Terrorism experts have long warned that Islamists espousing violence enjoy a haven in London, an assertion that has come into sharp focus again with Thursday’s bombings in the British capital.

For years, Britain tolerated the presence of high-profile and outspoken Islamic clerics whose fiery sermons frequently extolled jihad against the West.

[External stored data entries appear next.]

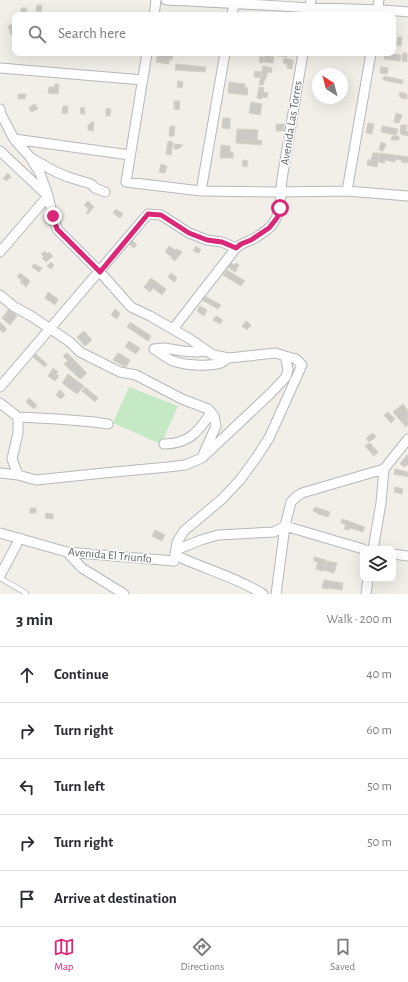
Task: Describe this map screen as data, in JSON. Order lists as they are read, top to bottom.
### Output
{
  "streets": {
    "street": ["Avenida Las Torres", "Avenida El Triunfo"]
  },
  "north": "top left",
  "page": {
    "search": "Search here",
    "heading": ["3 min", "Walk · 200 m"],
    "list": [
      ["Continue", "40 m"],
      ["Turn right", "60 m"],
      ["Turn left", "50 m"],
      ["Turn right", "50 m"],
      "Arrive at destination"
    ],
    "nav": ["Map", "Directions", "Saved"]
  }
}
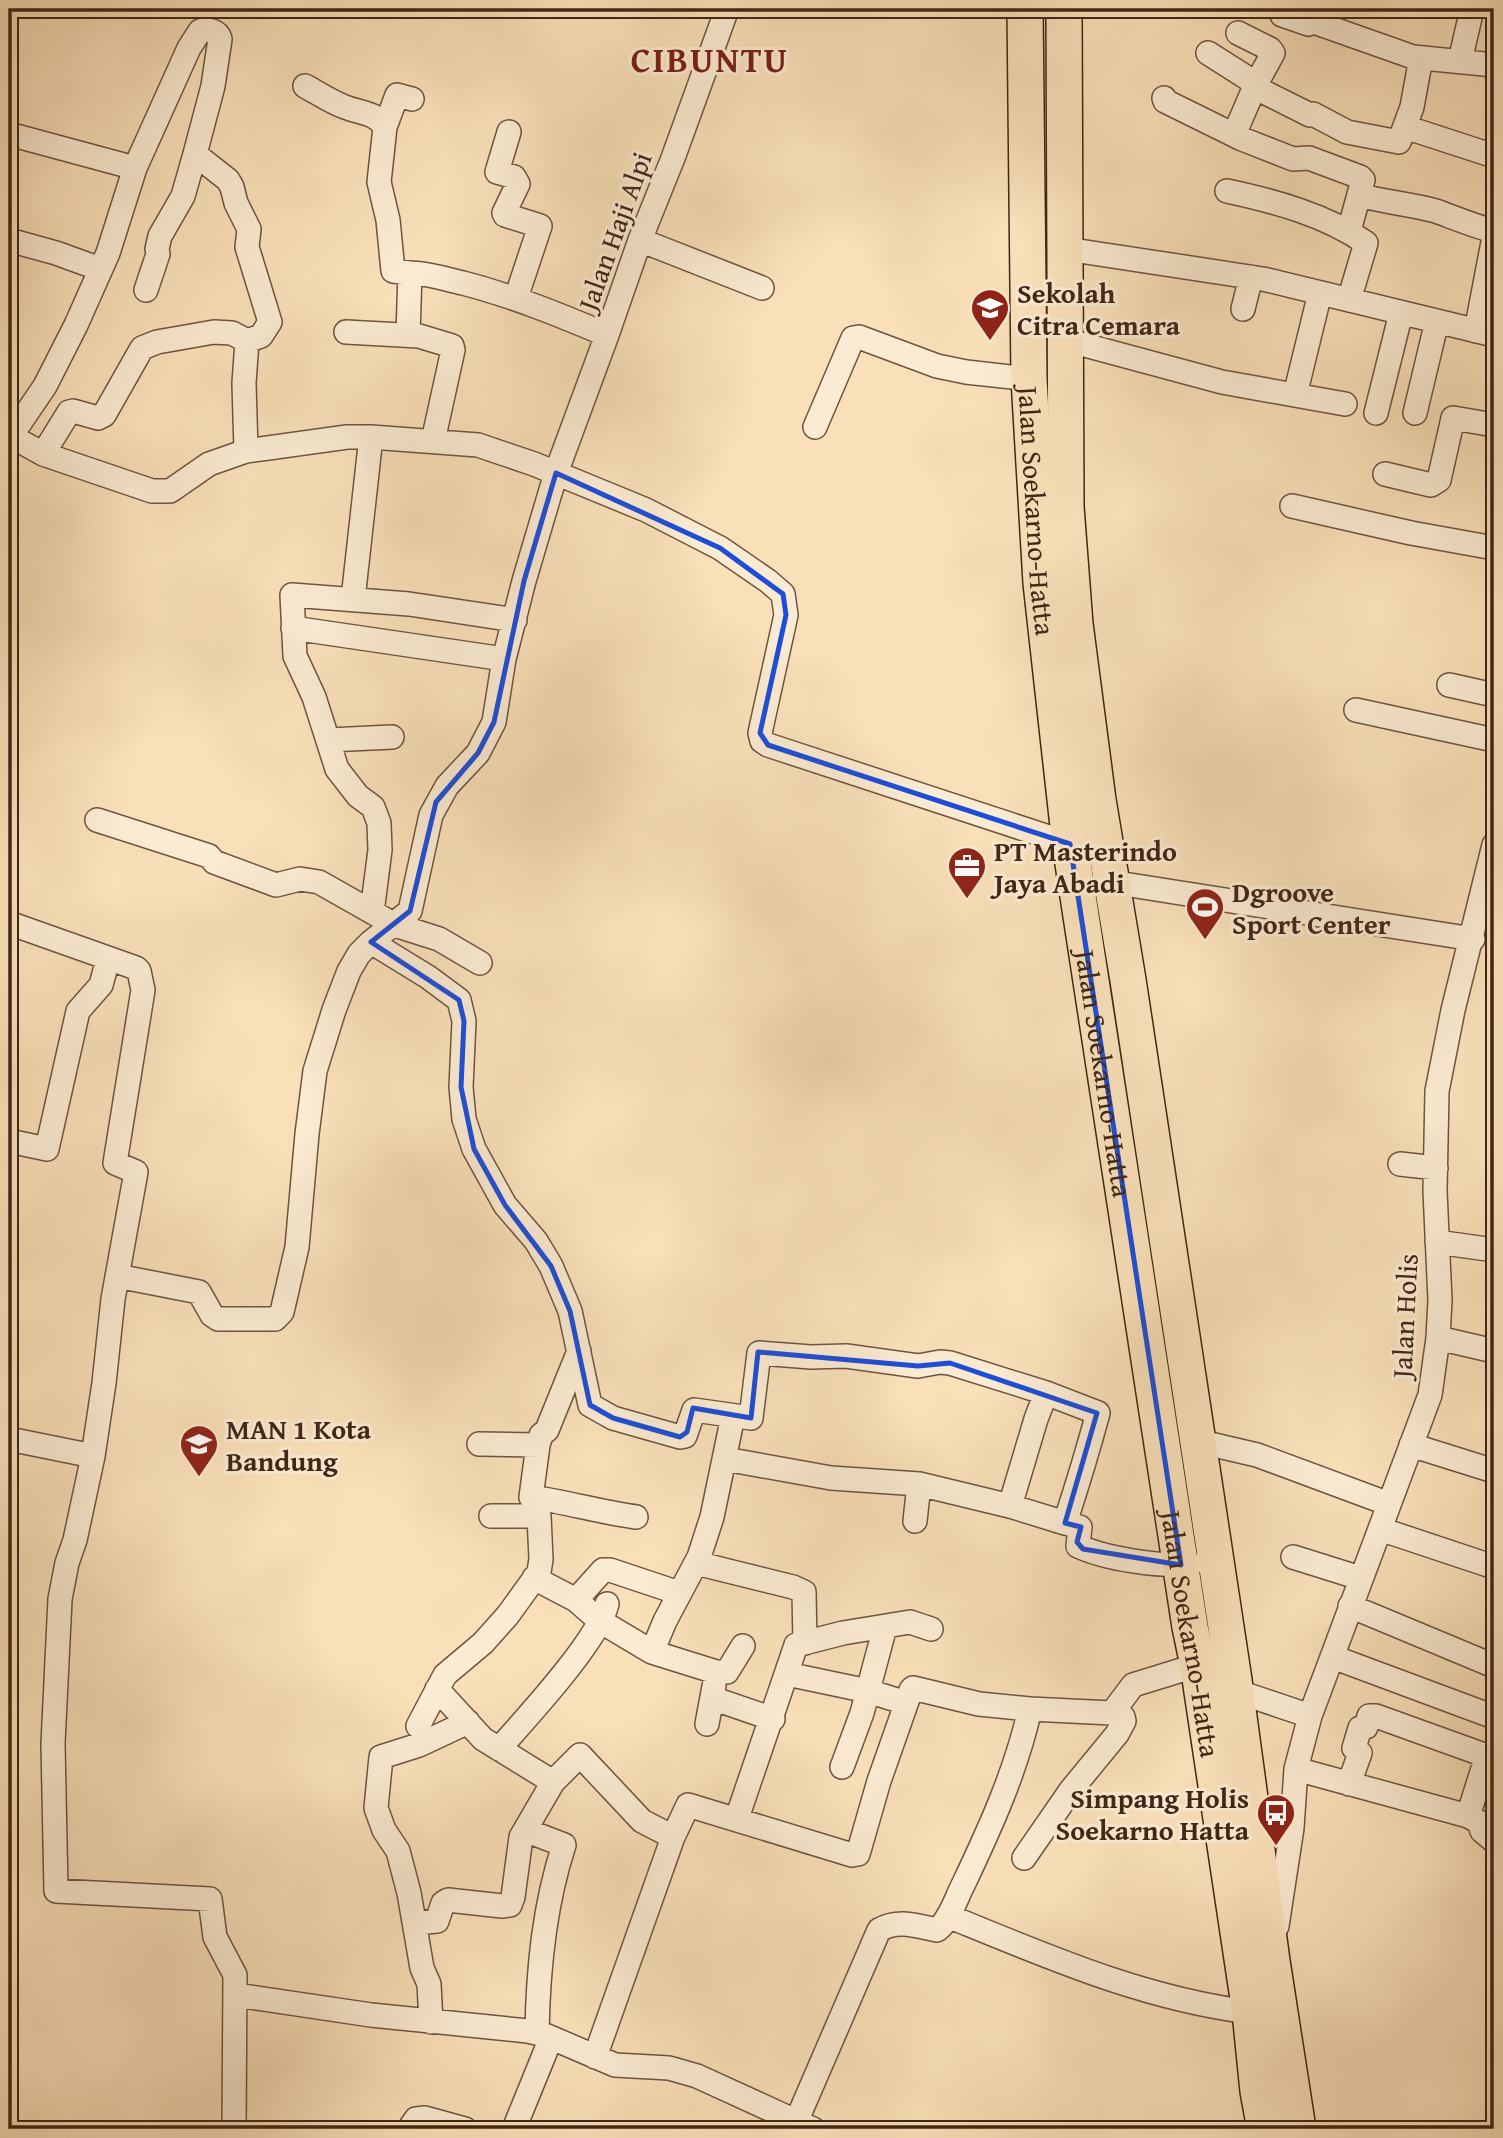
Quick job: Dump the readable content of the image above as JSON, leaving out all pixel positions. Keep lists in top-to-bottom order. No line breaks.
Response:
{"streets":{"highway":["Jalan Soekarno-Hatta"],"street":["Jalan Haji Alpi","Jalan Holis"]},"crossings":[["Jalan Soekarno-Hatta","Jalan Holis"]],"districts":["CIBUNTU"],"places":{"school or university":["Sekolah Citra Cemara","MAN 1 Kota Bandung"],"office":["PT Masterindo Jaya Abadi"],"sports":["Dgroove Sport Center"],"bus stop":["Simpang Holis Soekarno Hatta"]}}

Since 9/11, however, anti-terror legislation has been tightened, some groups have been outlawed, terror rings have been broken and some controversial figures have been arrested.

One of them, Egyptian-born Abu Hamza al-Masri, went on trial this week at London’s Old Bailey courthouse, where he faces more than a dozen charges include inciting terrorism and racial hatred.

Al-Masri was formerly the imam at a North London mosque linked to confessed al-Qaeda conspirator Zacarias Moussaoui and Richard Reid, who tried to blow up a U.S.-bound flight from Europe with explosives hidden in his shoe.

He also is wanted in the United States and Yemen on terror-related charges.

For years before his May 2004 arrest al-Masri used the Finsbury Park mosque as a base to speak for what he insisted were political causes.

Despite his radical rhetoric and close links to a group that claimed responsibility for attacks including the Oct. 2000 bombing of the USS Cole in Yemen, it was only in 2003 that the authorities acted against him, stripping him of his British citizenship and barring him from preaching at the mosque.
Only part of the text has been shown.